Raymond Jules Joseph Wattine was a French footballer who played as a midfielder for RC Roubaix and the French national team in the early 1920s.

Playing career

Born in Roncq on 23 August 1895, Wattine played at RC Roubaix between 1920 and 1923, and together with Georges Verriest, Gérard Isbecque, and Raymond Dubly, he helped Roubaix return to its pre-war glory by winning the Division d'Honneur of the 1922–23 Northern Football League, doing so with 38 points, two more than runner-up Olympique Lillois. All of the aforementioned players, including Wattine, spent their entire careers at Roubaix.
On 25 February 1923, the 27-year-old Wattine earned his first international cap for France in a friendly match against Belgium at Forest, which ended in a 4–1 loss.

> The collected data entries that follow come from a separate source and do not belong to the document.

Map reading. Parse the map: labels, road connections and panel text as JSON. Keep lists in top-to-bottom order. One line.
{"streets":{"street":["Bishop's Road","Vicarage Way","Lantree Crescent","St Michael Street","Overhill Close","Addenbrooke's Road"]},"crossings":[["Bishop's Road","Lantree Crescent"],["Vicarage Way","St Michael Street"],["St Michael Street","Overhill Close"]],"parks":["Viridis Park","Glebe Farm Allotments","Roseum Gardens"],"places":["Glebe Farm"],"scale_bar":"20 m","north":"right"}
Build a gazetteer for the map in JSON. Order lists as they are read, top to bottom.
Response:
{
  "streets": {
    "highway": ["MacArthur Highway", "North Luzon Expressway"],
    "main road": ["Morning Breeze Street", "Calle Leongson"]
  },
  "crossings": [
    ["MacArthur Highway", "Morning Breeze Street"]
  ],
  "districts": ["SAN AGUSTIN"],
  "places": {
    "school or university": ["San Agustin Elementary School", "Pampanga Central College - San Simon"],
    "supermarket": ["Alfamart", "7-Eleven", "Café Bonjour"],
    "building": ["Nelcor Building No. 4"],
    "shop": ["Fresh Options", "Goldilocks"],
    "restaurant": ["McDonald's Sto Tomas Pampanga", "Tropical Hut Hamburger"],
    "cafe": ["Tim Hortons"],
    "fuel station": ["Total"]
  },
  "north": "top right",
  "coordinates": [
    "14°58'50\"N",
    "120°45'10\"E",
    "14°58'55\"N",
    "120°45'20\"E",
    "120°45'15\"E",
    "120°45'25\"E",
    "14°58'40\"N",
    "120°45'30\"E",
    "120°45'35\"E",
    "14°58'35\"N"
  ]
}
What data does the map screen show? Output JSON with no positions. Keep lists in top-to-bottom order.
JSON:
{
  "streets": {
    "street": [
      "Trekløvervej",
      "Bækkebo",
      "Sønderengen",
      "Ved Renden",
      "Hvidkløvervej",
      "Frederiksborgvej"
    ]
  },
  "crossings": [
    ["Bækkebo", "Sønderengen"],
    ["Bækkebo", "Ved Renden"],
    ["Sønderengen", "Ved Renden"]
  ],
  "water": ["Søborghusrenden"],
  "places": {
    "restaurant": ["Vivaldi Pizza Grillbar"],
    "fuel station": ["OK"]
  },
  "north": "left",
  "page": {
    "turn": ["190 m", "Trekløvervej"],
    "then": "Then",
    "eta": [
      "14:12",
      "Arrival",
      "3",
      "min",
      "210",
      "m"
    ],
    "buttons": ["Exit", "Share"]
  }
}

He played the entire match, alongside fellow club teammates Isbecque and Dubly, the latter being the team's captain. In doing so, Wattine and Isbecque became only the fifth and sixth RC Roubaix players to represent the French national team, after Émile Sartorius, Maurice Vandendriessche, Dubly, and Emile Dusart.

Later life and death

One of his cousins,, an officer who died during World War I, now has a statue in his honor in Roubaix in the Barbieux park. The day before his death, Bossut spoke of a command pennant, blessed at the Sacré Cœur, which was later present on the tanks of his brother Pierre Bossut, and then of Lieutenant Moello, whose deputy chief was Wattine.
He was also a renowned industrialist and the honorary president of RC Roubaix. Wattine died in Arbonne on 7 May 1937, at the age of 41.

Legacy

Wattine served as the model for the "Monument to the death of the Racing Club of Roubaix", near the Dubrulle-Verriest stadium.